Mina avait eu une enfance plutôt malheureuse. Elle n'avait encore que six ans, lorsque son père avait été tué dans un accident de chasse par un autre chasseur qui, en entendant bouger derrière des buissons épais, avait malencontreusement fait feu, croyant stupidement qu'il s'agissait d'un banal lapin de garenne.
Sa mère, qui était une femme sans personnalité et assez vulgaire, avait très rapidement fait son deuil, puis elle avait attiré chez eux un commis de ferme assez rustre et alcoolique, Marcel, lequel n'avait pas tardé, les soirs où il rentrait complètement ivre, à taper copieusement sur Mina ainsi que sur son frère cadet Raoul, et cela pour un oui ou un non.
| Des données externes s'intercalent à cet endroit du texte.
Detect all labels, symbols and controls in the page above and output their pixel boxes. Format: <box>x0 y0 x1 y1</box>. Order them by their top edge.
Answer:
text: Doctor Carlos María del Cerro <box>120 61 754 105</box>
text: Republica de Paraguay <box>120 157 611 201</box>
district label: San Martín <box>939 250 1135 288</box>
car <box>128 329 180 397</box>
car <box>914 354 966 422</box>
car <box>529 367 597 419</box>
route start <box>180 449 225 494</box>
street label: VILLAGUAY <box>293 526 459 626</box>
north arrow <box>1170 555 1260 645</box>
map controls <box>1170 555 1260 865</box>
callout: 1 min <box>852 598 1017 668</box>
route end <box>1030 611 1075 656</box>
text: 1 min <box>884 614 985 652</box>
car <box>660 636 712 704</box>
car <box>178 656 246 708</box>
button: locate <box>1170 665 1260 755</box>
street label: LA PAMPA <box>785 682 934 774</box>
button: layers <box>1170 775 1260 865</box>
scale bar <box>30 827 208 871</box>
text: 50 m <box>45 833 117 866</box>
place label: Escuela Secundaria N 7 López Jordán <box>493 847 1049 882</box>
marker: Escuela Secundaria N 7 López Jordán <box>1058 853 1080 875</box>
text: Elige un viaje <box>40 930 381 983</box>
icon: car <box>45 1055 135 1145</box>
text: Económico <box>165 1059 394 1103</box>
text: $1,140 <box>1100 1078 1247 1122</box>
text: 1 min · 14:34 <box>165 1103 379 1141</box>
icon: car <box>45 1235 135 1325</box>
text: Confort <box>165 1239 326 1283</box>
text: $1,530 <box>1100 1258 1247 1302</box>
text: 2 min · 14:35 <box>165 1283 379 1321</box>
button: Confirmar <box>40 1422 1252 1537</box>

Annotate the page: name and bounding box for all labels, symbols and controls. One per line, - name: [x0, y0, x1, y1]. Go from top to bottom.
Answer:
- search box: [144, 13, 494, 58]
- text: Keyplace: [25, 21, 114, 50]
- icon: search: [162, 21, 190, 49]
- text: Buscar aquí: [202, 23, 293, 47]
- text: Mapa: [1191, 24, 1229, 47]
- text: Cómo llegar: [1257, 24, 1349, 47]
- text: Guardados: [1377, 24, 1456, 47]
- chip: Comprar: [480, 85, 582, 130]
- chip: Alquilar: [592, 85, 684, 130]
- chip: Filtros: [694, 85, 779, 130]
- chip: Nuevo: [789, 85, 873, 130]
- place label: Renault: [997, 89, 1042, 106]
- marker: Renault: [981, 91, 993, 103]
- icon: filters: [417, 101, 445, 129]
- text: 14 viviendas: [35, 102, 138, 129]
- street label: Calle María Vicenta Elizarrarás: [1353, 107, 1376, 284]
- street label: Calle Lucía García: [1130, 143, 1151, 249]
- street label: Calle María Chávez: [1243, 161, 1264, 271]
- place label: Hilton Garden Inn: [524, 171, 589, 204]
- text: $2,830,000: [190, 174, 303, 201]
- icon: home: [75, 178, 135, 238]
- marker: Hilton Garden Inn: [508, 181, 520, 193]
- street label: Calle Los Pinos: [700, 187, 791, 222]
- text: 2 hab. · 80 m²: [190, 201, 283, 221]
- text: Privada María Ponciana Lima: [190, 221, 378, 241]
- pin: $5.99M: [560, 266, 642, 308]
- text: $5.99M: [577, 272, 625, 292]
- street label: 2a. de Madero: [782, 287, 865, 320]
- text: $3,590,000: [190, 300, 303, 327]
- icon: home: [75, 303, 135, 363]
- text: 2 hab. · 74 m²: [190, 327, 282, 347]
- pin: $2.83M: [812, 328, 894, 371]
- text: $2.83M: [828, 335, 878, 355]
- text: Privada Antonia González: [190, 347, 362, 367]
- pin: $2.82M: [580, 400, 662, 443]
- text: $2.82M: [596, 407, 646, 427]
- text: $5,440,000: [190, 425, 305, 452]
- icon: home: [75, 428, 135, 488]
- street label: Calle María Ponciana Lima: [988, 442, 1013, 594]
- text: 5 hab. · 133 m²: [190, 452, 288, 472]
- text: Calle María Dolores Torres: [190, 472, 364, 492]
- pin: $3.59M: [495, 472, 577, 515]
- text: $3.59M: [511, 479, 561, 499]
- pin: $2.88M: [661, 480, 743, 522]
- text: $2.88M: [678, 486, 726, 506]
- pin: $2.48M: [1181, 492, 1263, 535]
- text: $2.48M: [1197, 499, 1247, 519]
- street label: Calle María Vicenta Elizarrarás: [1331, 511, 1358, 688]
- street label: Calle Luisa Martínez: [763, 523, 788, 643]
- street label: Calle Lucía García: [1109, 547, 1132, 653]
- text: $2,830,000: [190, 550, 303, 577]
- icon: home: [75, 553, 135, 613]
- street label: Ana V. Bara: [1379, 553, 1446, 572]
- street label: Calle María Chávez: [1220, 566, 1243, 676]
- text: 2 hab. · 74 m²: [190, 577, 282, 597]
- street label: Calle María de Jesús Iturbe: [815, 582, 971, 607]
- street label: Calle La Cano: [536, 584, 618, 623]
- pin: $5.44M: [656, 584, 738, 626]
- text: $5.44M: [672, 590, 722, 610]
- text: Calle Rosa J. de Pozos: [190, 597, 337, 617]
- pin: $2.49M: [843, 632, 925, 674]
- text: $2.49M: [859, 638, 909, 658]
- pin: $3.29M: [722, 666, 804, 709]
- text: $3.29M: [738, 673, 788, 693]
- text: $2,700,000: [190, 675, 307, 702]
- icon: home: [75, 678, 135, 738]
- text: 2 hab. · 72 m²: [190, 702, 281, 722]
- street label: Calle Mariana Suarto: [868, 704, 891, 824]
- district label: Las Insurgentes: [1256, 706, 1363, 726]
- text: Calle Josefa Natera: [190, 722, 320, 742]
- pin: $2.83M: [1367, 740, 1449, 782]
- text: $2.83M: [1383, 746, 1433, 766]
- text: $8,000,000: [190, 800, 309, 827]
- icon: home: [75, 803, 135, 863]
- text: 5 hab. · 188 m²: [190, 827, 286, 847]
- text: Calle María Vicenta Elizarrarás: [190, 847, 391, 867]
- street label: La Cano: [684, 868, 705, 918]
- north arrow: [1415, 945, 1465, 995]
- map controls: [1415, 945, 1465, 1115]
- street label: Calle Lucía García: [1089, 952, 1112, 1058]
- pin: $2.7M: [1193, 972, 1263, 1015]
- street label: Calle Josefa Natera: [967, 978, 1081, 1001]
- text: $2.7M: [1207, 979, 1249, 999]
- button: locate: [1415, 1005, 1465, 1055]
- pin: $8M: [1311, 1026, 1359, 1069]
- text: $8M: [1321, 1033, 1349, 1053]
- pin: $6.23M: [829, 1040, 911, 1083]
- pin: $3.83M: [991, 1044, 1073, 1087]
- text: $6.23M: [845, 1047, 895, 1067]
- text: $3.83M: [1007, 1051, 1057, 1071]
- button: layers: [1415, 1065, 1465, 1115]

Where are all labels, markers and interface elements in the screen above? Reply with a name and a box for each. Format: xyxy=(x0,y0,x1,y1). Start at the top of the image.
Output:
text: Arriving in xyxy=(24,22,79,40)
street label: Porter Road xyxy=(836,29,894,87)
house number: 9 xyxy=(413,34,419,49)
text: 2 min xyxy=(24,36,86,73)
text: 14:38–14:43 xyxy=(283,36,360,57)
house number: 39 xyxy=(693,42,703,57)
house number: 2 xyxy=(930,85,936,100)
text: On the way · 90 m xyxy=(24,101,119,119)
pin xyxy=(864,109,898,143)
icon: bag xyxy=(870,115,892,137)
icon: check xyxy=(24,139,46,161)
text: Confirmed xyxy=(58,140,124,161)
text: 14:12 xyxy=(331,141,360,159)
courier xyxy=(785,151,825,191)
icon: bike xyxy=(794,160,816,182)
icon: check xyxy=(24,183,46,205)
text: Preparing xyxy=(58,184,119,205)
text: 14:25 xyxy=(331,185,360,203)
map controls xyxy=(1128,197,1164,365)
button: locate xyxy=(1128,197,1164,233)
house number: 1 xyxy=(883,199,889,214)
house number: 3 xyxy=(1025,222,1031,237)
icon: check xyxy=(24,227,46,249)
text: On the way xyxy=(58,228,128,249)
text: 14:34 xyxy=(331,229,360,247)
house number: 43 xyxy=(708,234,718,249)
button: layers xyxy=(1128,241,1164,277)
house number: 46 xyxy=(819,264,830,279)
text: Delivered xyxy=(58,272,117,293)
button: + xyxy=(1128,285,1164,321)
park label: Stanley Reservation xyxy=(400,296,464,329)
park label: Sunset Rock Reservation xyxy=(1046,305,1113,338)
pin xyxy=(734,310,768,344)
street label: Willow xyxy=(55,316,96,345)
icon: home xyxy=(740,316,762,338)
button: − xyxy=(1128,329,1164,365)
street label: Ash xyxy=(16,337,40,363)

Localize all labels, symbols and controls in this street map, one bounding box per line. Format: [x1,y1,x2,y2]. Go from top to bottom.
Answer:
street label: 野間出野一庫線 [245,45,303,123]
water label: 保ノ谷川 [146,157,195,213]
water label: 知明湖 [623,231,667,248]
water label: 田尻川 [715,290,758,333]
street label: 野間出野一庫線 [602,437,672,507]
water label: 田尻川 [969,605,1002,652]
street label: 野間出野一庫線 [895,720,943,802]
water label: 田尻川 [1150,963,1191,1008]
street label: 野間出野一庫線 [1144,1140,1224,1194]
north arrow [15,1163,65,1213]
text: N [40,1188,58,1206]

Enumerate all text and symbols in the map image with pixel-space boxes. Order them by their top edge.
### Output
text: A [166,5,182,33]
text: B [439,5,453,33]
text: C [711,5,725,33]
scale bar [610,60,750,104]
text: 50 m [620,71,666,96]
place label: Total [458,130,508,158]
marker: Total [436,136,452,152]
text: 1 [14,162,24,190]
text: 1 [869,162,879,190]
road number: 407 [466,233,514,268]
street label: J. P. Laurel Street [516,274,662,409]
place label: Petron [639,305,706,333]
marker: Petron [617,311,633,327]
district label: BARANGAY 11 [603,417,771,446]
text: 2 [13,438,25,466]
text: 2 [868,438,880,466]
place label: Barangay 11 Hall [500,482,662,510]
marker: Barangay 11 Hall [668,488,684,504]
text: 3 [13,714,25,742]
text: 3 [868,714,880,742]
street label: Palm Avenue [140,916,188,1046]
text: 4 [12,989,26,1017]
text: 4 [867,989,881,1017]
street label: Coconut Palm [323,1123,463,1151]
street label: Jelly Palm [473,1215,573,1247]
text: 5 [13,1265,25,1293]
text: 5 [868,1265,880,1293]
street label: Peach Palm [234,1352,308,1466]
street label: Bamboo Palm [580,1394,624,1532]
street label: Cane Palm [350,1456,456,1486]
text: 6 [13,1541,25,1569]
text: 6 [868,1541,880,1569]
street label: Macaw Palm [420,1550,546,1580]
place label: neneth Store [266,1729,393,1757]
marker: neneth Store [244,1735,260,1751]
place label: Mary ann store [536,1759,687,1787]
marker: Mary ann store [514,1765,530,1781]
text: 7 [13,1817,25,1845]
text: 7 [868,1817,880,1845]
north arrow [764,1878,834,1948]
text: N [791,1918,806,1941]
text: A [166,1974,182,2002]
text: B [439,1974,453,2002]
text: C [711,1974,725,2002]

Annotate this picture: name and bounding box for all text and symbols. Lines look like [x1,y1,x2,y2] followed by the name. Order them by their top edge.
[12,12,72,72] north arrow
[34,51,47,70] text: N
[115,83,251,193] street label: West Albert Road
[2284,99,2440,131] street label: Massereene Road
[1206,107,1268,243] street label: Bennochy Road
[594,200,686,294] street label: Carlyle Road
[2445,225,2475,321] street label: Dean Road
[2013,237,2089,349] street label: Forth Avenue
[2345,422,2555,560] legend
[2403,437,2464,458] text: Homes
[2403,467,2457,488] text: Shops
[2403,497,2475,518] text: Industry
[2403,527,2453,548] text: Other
Et leur bécasse de mère laissait faire, se contentant de dire qu'un enfant, il fallait tout de même bien le corriger quand il se comportait mal.
Les années se passèrent ainsi, dans cette ambiance violente, et Mina se jurait que, dès qu'elle serait assez grande, elle partirait de cette maison où elle se sentait tellement seule et abandonnée.
Son frère, trop fragile des bronches, avait été placé dans une maison de repos, où son état n'avait fait que s'aggraver, hélas, et il fut emporté en six mois par une tuberculose rénale, à la veille de ses dix ans.
Mina, elle, allait maintenant sur ses treize ans, et entamait donc sa dernière année d'école communale ; elle comptait bien passer et réussir le certificat d'études, et puis aller travailler, pour gagner sa vie, dans un atelier de tissage situé dans le plus proche hameau.
Elle avait tout d'une vraie petite jeune fille, à présent. Ses seins avaient bien poussé et son pubis s'était ombré d'une légère toison. Les garçons de sa classe la trouvaient jolie et essayaient même de la peloter dans les coins, mais elle était toujours un peu sauvage et ne se laissait pas faire.
Marcel, lui aussi, avait remarqué ces changements physiques chez Mina, et la fraîcheur de la pré-adolescente l'attirait de plus en plus. Il y pensait très souvent, cherchant parfois à la surprendre en petite tenue, quand elle se lavait, le matin au saut du lit, avant de partir pour l'école.
La mère de Mina, trop lasse et résignée, n'osait pas s'opposer à ce qu'il tournât ainsi autour de sa fille : elle avait bien trop besoin de l'argent qu'il rapportait, pour rester à la maison, à flemmarder en écoutant la radio.
Mina était devenue méfiante, car elle savait très bien ce que Marcel voulait d'elle ; elle n'était pas naïve, et se promit que le jour où il tenterait pour de bon de la violer, elle l'égorgerait comme le porc qu'il était.
Marcel ne la frappait plus. Il était également moins souvent ivre que par le passé, et plus rien ne le motivait que son désir bestial de souiller ce corps tout neuf et encore innocent. Il lui fit alors des avances, qu'elle refusa systématiquement, sans trop faire de bruit, mais fermement.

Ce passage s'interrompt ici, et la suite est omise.